El edificio, si no me lo invento mal, es de 1932. Y se nota: las vigas son de madera mohosa y el revestimiento de cerámica agrietada. A pesar del costumbrismo patente en las losas cartujas, sus huéspedes son extraños personajes coloniales. La señora del primero A es Miss Maudie, y ciertamente que parece extraída de la novela de Harper Lee. A la señora Maudie le resbala que no se pueda utilizar la escalera modernista de caracol que preside el patio. Sube a hacer la colada sin preocuparse en absoluto por las señales que advierten de una muerte inminente. La escalera es tan endeble como su ánimo al subir, aunque tan resistente como su cansancio al bajar. Parece desoír el estertor de los peldaños y no le preocupa el crujir herrumbroso de los barrotes. Es la única que nunca mira de reojo hacia mi salón, debe estar hasta el coño de que vengan y vayan forasteros.

Los franceses del bajo A son dos cincuentones canosos que van y vienen por temporadas, migrando siempre en busca del buen clima. Por razones obvias, no mantengo conversaciones elocuentes con ellos. A lo más, me saludan con la gentileza de su estirpe gala y yo les digo bonjour para complacerlos. Se ríen de mí los cabrones. Anteayer debieron pensar que estaba loco. Percibí cómo en sus ojos emergía una señal de alarma. Se miraron sin articular ningún vocablo gangoso, pero supe perfectamente que pensaron «ce mec est fou» (este chico está loco). Desde entonces no abren sus ventanas. Lo único que hice fue presentarme como Humbert Lambert, nombre y apellido franceses con los que a veces me gustar firmar ciertas cosas… En fin, no son los primeros.
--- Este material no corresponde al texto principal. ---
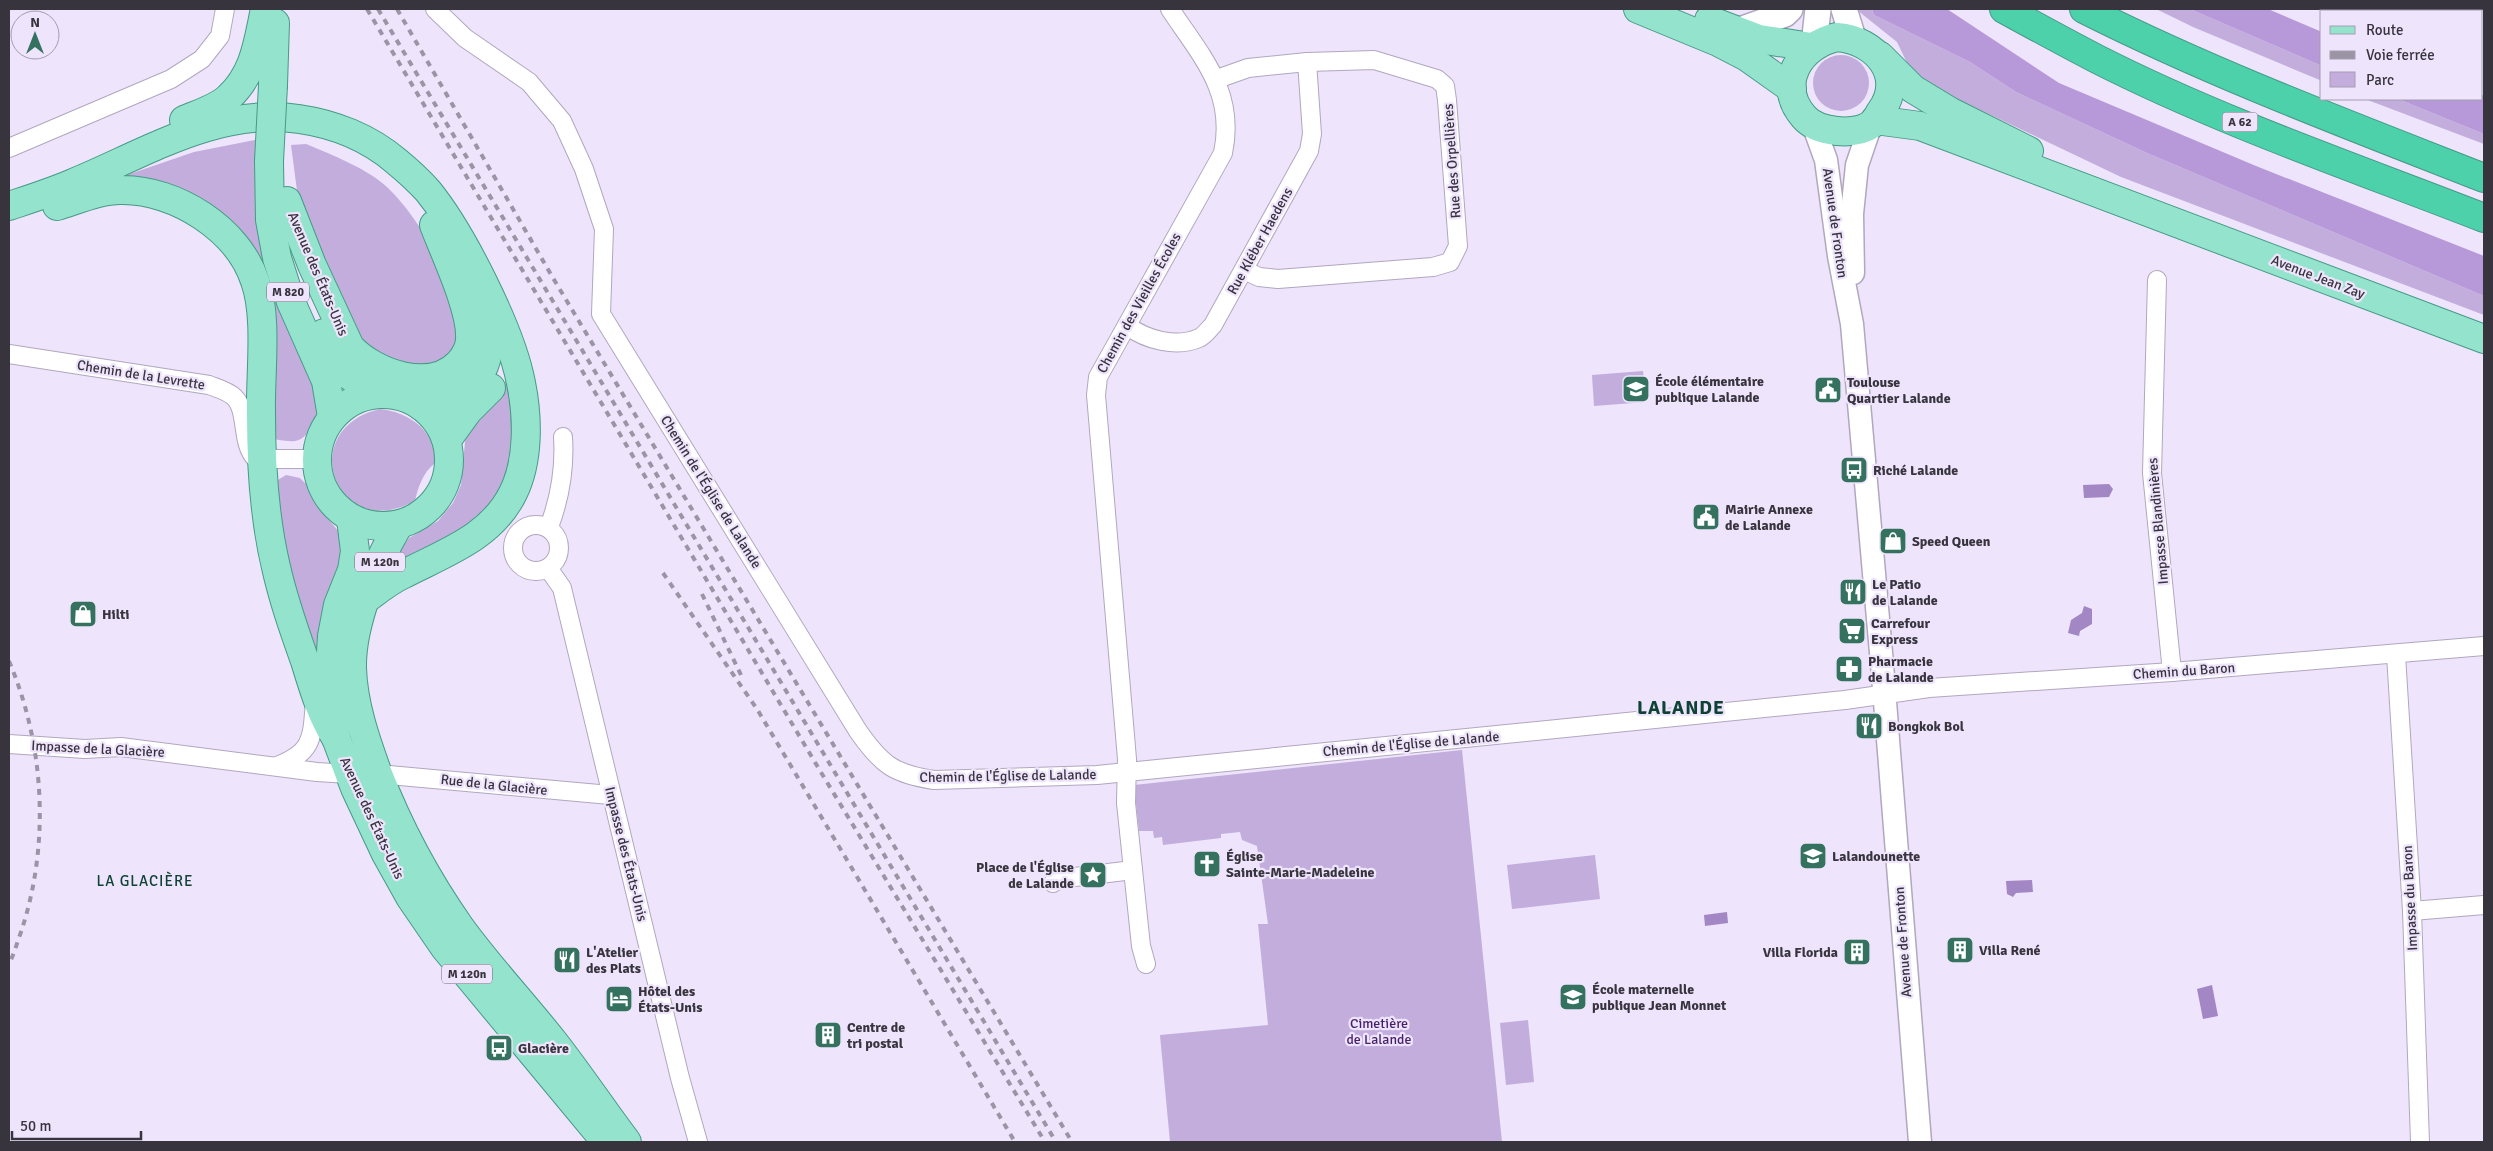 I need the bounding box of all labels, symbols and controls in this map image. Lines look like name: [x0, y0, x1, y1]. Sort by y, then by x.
north arrow: [10, 10, 60, 60]
legend: [2320, 10, 2483, 100]
text: N: [30, 14, 40, 31]
text: Route: [2366, 21, 2403, 39]
text: Voie ferrée: [2366, 46, 2435, 64]
text: Parc: [2366, 71, 2394, 89]
street label: Rue des Orpellières: [1440, 103, 1464, 219]
road number: A 62: [2222, 112, 2258, 132]
street label: Avenue de Fronton: [1819, 167, 1851, 279]
street label: Rue Kléber Haedens: [1224, 185, 1296, 297]
street label: Avenue des États-Unis: [284, 209, 352, 339]
street label: Chemin des Vieilles Écoles: [1093, 230, 1185, 376]
street label: Avenue Jean Zay: [2269, 251, 2368, 303]
road number: M 820: [267, 282, 309, 302]
street label: Chemin de la Levrette: [76, 356, 206, 394]
place label: École élémentaire publique Lalande: [1655, 373, 1764, 406]
school or university icon: École élémentaire publique Lalande: [1621, 374, 1651, 404]
place label: Toulouse Quartier Lalande: [1847, 374, 1951, 407]
public building icon: Toulouse Quartier Lalande: [1813, 375, 1843, 405]
street label: Chemin de l'Église de Lalande: [657, 412, 765, 572]
bus stop icon: Riché Lalande: [1839, 455, 1869, 485]
street label: Impasse Blandinières: [2144, 457, 2172, 585]
place label: Riché Lalande: [1873, 462, 1958, 479]
place label: Mairie Annexe de Lalande: [1725, 501, 1813, 534]
public building icon: Mairie Annexe de Lalande: [1691, 502, 1721, 532]
shop icon: Speed Queen: [1878, 526, 1908, 556]
place label: Speed Queen: [1912, 533, 1991, 550]
road number: M 120n: [355, 552, 405, 572]
place label: Le Patio de Lalande: [1872, 576, 1938, 609]
restaurant icon: Le Patio de Lalande: [1838, 577, 1868, 607]
shop icon: Hilti: [68, 599, 98, 629]
place label: Hilti: [102, 606, 129, 623]
place label: Carrefour Express: [1871, 615, 1931, 648]
supermarket icon: Carrefour Express: [1837, 616, 1867, 646]
place label: Pharmacie de Lalande: [1868, 653, 1934, 686]
pharmacy icon: Pharmacie de Lalande: [1834, 654, 1864, 684]
street label: Chemin du Baron: [2132, 659, 2236, 683]
district label: LALANDE: [1637, 696, 1725, 720]
restaurant icon: Bongkok Bol: [1854, 711, 1884, 741]
place label: Bongkok Bol: [1888, 718, 1965, 735]
street label: Chemin de l'Église de Lalande: [1322, 728, 1500, 760]
street label: Impasse de la Glacière: [31, 737, 165, 761]
street label: Avenue des États-Unis: [336, 754, 408, 882]
street label: Chemin de l'Église de Lalande: [919, 766, 1097, 786]
street label: Rue de la Glacière: [440, 771, 548, 799]
street label: Impasse des États-Unis: [601, 785, 651, 923]
school or university icon: Lalandounette: [1798, 841, 1828, 871]
street label: Impasse du Baron: [2399, 845, 2421, 951]
place label: Église Sainte-Marie-Madeleine: [1226, 848, 1375, 881]
place label: Lalandounette: [1832, 848, 1920, 865]
church icon: Église Sainte-Marie-Madeleine: [1192, 849, 1222, 879]
place label: Place de l'Église de Lalande: [976, 859, 1074, 892]
place icon: Place de l'Église de Lalande: [1078, 860, 1108, 890]
district label: LA GLACIÈRE: [97, 871, 193, 890]
street label: Avenue de Fronton: [1891, 886, 1915, 998]
building icon: Villa René: [1945, 935, 1975, 965]
building icon: Villa Florida: [1842, 937, 1872, 967]
place label: Villa René: [1979, 942, 2041, 959]
place label: L'Atelier des Plats: [586, 944, 641, 977]
place label: Villa Florida: [1763, 944, 1838, 961]
restaurant icon: L'Atelier des Plats: [552, 945, 582, 975]
road number: M 120n: [442, 964, 492, 984]
place label: École maternelle publique Jean Monnet: [1592, 981, 1727, 1014]
school or university icon: École maternelle publique Jean Monnet: [1558, 982, 1588, 1012]
place label: Hôtel des États-Unis: [638, 983, 702, 1016]
hotel icon: Hôtel des États-Unis: [604, 984, 634, 1014]
park label: Cimetière de Lalande: [1346, 1015, 1412, 1048]
place label: Centre de tri postal: [846, 1019, 905, 1052]
building icon: Centre de tri postal: [813, 1020, 843, 1050]
bus stop icon: Glacière: [484, 1033, 514, 1063]
place label: Glacière: [518, 1040, 569, 1057]
scale bar: [12, 1108, 141, 1140]
text: 50 m: [20, 1117, 51, 1135]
El otro bajo lo ocupa un modisto o un sastre cuya puerta de entrada da a la ventana de mi baño. Tiene el negocio bien montado porque el pintoresquismo del patio le otorga a la tienda ese aire vintage que tanto éxito tiene —paradójicamente— en la moda actual. Tiene un maniquí fantasmal en la puerta, sin vestir y mirando hacia mi baño. Comprenderán ustedes lo embarazoso de la situación cuando uno descuida cerrar la ventana y sale de la ducha despreocupado, como Pedro por su Moncloa. Al ser un poco miope y olvidadizo, hasta que mi cerebro deja de chispear, siento el mismo escalofrío repentino que cuando te pillan mangando chicles Bubbaloo. «Joder, solo es un puto maniquí». [Nunca me han pillado hurtando chicles Bubbaloo porque nunca lo he intentado, pero me pareció que sonaba rollo urban-trash, que tampoco sé exactamente lo que es pero es la nueva corriente intelectual de los intelectuales millennials].

El servicio de la limpieza de las zonas comunitarias viene día sí y día no. Y, además, exageradamente temprano. Mi bajo, al ser el más expuesto, también es el menos tranquilo. Tengo que pasarme las dos horas que dura la limpieza desplazándome estratégicamente por la pieza, con tal de que la señora Paca acceda a mi intimidad tanto menos que yo mismo. Si la señora Paca está haciendo el zaguán, debo ponerme del lado derecho de la cama para que no me vea la caraja dormida. Si hace el ala derecha del patio, el salón queda vetado. En cualquier caso, la señora Paca a menudo es lo mejor de mis mañanas frente al teclado.

Se pasa las dos horas charlando por el móvil y de verdad que tiene expresiones de señora Paca. El otro día estaba hasta el coño porque tenía que doblarle el turno a una compañera que a su vez se había doblado la muñeca. Según Paca, este finde es la boda de su hijo. Todo muy pop. “¡Que casualidad!”, decía. “Hay que ver que cara más dura tiene la gente”, se indignaba. “Y una aquí sin dar tregua”. Si descartamos el hecho de hablar por teléfono como acto de descanso, la señora Paca tiene toda la razón del patio.

Justo antes de escribir este último párrafo, cuyo cierre no versaba como versa, se ha acercado a la ventana de mi escritorio uno de los franceses. Venía un poco excitado, haciendo ademanes muy resolutivos mientras señalaba con el dedo el libro que mostraba en la otra mano. Era un ejemplar de ‘Lolita’. Resulta que ya han entendido lo de Humbert Lambert… En fin, son los únicos. Se ha marchado rápidamente y ha vuelto a abrir todas sus ventanas. Putos gabachos, lo saben todo.